The two following Jesus were Andrew and John, another fisherman from Galilee. Accepting his invitation, they went with him and stayed with him that afternoon and evening, probably spending the night on the riverbank as they spoke with this fascinating man, “the Lamb of God.” The next morning, completely captivated by the personality of Jesus, Andrew went back to where his brother Peter had spent the night on the riverbank, and said to Peter with tremendous delight “we have found the Messiah!” And he brought Peter to Jesus. These two brothers both became the apostles of the Lord, one of them (Peter) the chief of the apostles and the first Pope of the Church to be founded by Our Lord.

This is a wonderful story: the beautiful account of the laying of the foundations of Christianity. And today we celebrate that fisherman Andrew, who became apostle, bishop, missionary, martyr, saint, and foundation stone for the salvation of the world since he served as one of the conduits for the redemption achieved by Christ for all of mankind.

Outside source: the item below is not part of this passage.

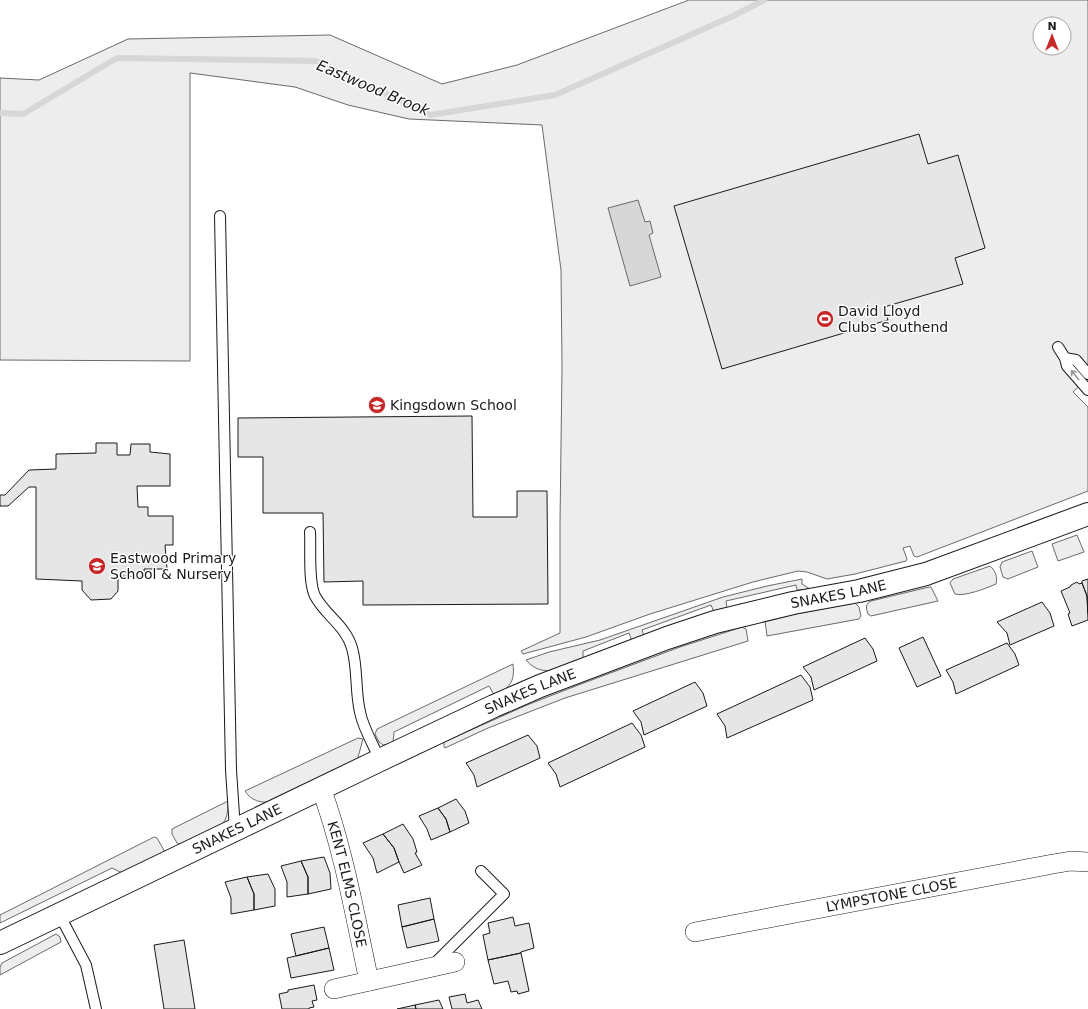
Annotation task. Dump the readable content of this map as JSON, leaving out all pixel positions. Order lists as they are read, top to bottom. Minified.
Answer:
{"streets":{"street":["SNAKES LANE","KENT ELMS CLOSE","LYMPSTONE CLOSE"]},"crossings":[["SNAKES LANE","KENT ELMS CLOSE"]],"water":["Eastwood Brook"],"places":{"sports":["David Lloyd Clubs Southend"],"school or university":["Kingsdown School","Eastwood Primary School & Nursery"]},"north":"top"}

Let me point out to you today that the British flag is commonly called “the Union Jack.” It is so called because at the time of the union of England and Scotland in 1707 into what is now called “the United Kingdom,” a new flag was adopted. It contains the simple Latin cross and then the X-shaped cross of Saint Andrew, who has been for centuries held as the patron saint of Scotland and is supposed to have been crucified on an X-shaped cross. The next time you see a British flag or the picture of one, you might think of Saint Andrew and pray for the reunion of the Anglican church of England and the Presbyterian church of Scotland, with the Catholic Church from which they separated themselves in the 1500s.  Thank you for seeking God’s truth.  God bless you.  Father Victor Brown, O.P.